[DATA SHOWN]
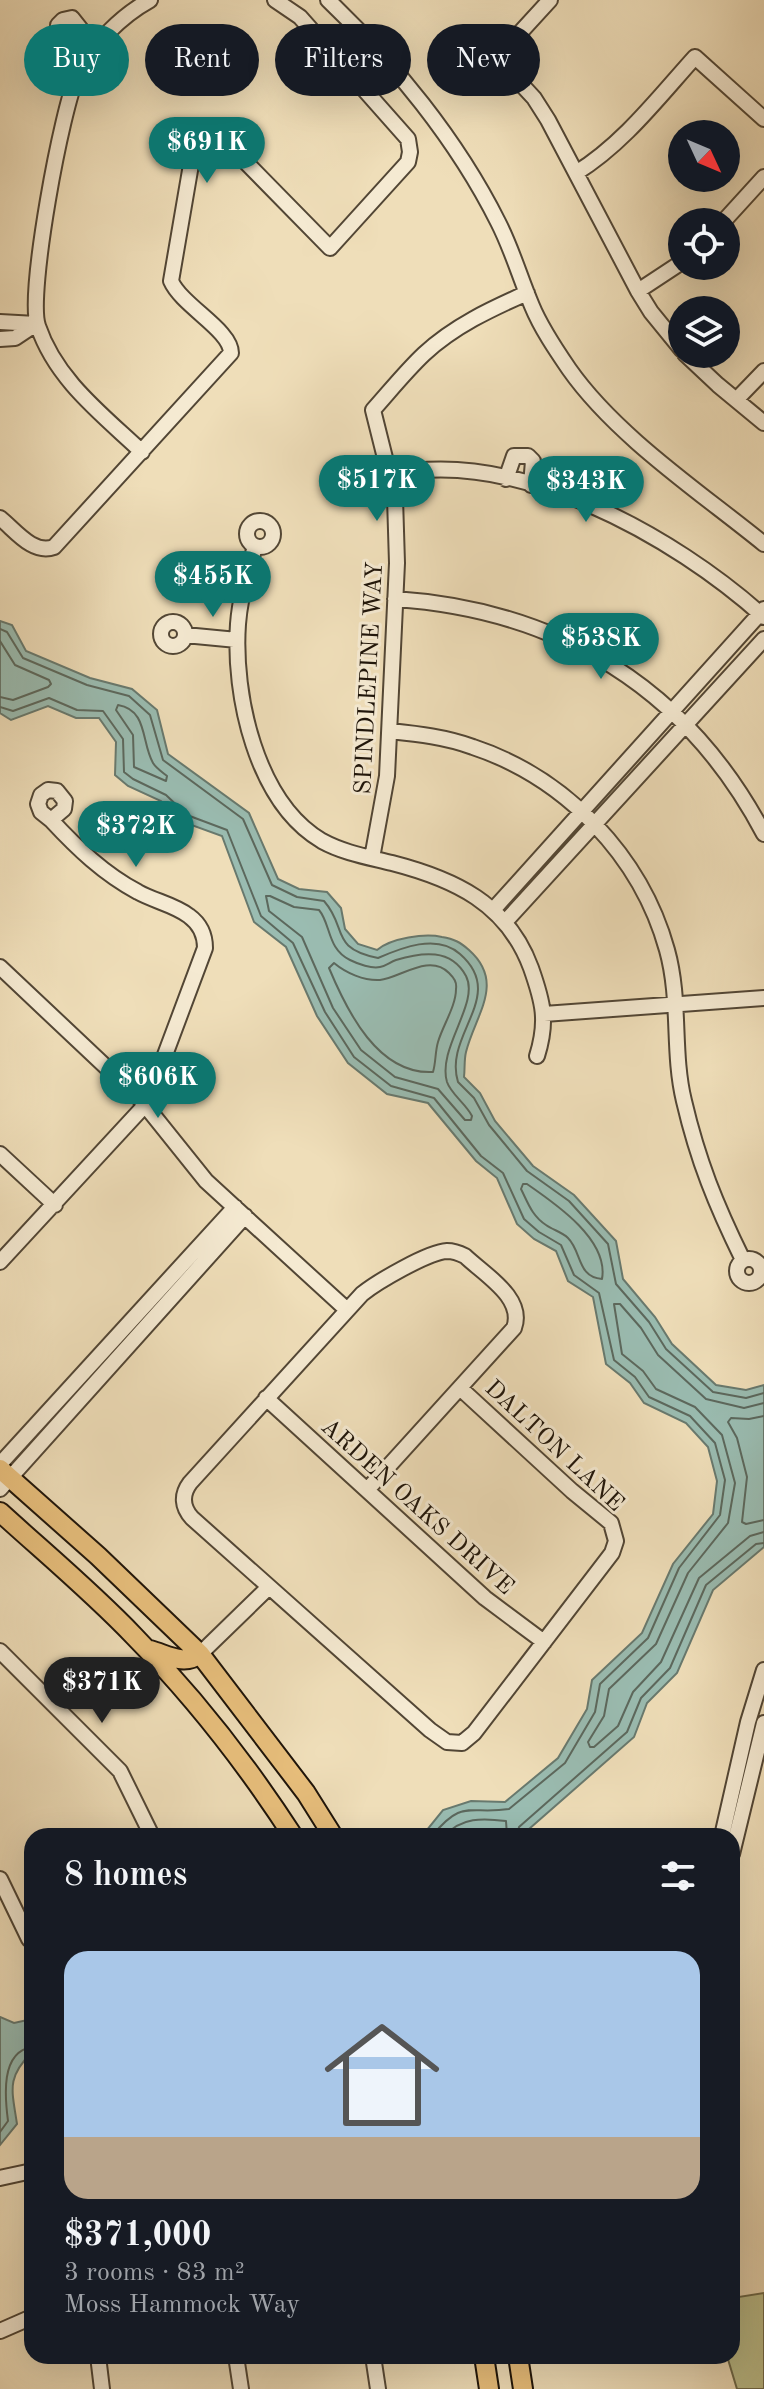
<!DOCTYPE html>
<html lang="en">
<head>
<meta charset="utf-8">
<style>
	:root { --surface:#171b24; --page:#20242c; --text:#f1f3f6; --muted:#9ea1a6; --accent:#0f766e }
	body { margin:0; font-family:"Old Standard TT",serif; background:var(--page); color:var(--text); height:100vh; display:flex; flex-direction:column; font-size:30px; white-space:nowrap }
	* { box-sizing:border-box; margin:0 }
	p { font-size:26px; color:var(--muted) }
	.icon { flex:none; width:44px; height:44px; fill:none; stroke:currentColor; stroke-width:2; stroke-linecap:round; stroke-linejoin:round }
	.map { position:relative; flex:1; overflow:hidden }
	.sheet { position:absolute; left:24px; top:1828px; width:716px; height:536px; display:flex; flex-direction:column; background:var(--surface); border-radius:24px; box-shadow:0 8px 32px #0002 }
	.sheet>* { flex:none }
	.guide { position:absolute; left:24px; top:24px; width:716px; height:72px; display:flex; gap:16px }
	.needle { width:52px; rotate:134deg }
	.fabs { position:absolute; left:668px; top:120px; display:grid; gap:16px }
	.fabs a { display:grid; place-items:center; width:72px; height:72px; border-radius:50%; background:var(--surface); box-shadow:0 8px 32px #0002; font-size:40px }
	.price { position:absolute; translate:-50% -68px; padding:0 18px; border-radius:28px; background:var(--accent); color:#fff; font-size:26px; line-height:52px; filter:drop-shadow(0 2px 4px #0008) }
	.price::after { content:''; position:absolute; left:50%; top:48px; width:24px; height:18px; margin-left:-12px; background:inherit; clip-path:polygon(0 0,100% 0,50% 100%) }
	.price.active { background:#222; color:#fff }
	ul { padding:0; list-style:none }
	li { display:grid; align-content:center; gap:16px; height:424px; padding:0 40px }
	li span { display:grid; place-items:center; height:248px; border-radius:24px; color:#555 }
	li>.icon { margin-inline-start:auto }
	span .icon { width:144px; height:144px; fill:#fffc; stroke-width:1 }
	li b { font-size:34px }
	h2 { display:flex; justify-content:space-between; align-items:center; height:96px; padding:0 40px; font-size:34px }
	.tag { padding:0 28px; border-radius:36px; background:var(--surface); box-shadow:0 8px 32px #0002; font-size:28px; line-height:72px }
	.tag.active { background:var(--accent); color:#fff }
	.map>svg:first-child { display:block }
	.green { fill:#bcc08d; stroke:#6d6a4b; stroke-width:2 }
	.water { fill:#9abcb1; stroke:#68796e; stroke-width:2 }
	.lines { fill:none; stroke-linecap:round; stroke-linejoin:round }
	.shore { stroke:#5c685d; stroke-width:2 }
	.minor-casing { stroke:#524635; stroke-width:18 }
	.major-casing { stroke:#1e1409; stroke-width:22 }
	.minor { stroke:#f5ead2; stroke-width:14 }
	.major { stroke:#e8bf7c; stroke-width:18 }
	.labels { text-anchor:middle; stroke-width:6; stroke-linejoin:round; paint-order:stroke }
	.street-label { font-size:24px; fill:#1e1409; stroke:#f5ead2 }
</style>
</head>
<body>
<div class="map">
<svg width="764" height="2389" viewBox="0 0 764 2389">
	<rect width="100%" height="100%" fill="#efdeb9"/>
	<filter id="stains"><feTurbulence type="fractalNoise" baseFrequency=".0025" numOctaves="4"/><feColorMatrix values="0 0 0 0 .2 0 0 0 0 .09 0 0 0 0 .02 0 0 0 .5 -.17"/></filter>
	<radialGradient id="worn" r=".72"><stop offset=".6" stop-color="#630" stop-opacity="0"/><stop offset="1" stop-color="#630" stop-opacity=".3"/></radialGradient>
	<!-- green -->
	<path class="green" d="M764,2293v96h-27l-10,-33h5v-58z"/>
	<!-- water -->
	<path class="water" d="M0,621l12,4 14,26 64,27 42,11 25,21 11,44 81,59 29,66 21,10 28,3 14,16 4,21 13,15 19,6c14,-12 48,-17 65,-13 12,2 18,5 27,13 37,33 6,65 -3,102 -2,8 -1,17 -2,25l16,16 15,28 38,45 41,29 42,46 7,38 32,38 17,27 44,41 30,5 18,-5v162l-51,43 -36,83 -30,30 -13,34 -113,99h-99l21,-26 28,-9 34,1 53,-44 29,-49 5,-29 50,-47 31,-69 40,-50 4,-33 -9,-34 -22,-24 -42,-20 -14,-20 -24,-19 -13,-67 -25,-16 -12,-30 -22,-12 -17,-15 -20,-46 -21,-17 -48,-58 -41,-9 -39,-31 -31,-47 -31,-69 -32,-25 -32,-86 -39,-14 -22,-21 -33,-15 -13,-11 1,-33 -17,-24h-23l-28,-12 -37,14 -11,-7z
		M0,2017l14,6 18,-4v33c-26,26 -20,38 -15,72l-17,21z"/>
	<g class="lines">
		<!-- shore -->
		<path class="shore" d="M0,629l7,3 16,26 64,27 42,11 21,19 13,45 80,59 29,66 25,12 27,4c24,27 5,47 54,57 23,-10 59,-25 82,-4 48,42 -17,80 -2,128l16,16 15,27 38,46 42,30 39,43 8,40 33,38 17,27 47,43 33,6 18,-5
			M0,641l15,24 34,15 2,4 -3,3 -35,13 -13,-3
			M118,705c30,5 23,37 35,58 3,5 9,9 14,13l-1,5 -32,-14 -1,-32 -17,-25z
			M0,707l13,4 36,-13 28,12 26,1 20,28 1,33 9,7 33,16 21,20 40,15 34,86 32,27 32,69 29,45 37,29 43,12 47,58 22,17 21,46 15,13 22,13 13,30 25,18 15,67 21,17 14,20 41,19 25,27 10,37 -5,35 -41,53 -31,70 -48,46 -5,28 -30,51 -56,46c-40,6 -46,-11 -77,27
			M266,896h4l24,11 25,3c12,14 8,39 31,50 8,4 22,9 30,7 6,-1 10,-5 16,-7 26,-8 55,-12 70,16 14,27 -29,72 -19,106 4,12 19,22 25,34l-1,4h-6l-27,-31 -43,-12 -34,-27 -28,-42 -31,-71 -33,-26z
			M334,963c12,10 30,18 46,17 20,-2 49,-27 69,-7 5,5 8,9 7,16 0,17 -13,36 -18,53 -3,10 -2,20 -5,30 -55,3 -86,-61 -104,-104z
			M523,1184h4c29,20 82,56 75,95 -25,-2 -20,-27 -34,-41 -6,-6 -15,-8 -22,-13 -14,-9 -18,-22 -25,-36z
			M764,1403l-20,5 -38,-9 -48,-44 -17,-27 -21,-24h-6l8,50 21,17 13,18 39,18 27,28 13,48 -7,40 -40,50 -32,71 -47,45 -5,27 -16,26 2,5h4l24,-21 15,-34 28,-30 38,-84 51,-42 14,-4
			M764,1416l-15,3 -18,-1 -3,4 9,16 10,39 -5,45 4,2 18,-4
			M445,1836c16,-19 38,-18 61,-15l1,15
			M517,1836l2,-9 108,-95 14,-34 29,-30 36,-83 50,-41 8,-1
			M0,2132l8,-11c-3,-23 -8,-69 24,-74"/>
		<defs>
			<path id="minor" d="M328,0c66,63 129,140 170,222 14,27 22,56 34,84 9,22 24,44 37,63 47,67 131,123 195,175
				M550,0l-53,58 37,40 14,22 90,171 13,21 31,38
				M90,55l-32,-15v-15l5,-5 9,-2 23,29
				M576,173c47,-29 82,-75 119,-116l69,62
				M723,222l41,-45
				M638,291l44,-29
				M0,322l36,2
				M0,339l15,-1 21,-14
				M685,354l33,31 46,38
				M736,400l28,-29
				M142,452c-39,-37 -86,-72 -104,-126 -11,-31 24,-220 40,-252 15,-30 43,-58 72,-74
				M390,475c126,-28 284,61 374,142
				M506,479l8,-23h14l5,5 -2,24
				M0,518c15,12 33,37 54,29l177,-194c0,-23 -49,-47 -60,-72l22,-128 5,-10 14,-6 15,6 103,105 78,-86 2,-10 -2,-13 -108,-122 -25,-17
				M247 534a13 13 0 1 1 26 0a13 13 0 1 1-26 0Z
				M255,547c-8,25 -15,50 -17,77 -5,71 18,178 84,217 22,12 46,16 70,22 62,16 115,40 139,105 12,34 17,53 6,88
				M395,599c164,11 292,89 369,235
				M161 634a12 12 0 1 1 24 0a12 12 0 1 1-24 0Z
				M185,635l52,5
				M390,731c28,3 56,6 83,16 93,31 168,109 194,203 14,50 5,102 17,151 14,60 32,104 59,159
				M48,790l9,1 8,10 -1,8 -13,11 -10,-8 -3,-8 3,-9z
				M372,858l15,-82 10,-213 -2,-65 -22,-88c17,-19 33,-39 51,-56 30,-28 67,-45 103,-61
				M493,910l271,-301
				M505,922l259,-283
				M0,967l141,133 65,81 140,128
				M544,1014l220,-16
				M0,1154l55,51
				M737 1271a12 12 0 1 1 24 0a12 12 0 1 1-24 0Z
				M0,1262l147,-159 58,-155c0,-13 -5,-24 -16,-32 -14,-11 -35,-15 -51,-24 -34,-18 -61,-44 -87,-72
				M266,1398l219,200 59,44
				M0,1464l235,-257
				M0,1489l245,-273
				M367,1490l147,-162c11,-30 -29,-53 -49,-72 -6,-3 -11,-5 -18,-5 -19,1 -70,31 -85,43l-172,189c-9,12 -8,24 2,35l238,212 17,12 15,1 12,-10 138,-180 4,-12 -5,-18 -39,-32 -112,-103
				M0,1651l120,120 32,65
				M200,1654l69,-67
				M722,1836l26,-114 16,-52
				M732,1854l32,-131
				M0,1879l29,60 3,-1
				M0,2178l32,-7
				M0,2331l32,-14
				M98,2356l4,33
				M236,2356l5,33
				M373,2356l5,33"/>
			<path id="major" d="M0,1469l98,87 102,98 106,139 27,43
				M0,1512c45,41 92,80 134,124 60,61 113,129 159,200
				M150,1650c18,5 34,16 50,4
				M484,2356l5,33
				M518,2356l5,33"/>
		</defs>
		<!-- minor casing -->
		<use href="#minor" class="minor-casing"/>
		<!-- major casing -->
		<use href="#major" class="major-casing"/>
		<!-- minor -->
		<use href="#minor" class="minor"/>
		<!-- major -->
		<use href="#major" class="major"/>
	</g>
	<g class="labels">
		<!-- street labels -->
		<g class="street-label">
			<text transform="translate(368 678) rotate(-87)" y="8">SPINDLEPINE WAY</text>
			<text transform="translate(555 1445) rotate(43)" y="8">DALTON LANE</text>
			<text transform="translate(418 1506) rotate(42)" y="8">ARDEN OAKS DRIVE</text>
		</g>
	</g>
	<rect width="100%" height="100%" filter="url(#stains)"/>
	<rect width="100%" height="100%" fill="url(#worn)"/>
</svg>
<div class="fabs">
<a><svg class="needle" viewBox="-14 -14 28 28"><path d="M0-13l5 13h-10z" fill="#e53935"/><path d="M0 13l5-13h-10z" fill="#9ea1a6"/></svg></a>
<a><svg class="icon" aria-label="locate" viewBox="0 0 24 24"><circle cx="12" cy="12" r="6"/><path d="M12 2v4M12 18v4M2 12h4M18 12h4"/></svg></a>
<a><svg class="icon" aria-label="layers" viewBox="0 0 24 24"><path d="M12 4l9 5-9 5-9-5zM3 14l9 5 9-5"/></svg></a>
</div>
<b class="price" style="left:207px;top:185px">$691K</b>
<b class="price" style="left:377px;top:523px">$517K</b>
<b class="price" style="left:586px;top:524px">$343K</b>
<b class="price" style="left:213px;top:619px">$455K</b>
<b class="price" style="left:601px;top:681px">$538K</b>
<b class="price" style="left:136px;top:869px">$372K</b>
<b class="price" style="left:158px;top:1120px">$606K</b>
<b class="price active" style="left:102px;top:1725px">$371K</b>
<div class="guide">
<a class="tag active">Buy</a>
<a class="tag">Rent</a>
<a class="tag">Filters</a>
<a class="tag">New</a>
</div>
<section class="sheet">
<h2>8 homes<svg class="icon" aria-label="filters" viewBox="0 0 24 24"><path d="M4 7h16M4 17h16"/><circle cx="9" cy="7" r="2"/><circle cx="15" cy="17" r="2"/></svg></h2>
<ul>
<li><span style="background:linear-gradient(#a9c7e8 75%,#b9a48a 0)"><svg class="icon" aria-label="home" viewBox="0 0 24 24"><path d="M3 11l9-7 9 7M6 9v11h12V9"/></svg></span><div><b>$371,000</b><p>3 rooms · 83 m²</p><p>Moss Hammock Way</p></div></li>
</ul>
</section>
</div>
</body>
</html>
[/DATA SHOWN]
Whenever the word "fabs" shows up in a line of the entries above, copy that line.

ANSWER TO THIS TASK:
	.fabs { position:absolute; left:668px; top:120px; display:grid; gap:16px }
	.fabs a { display:grid; place-items:center; width:72px; height:72px; border-radius:50%; background:var(--surface); box-shadow:0 8px 32px #0002; font-size:40px }
<div class="fabs">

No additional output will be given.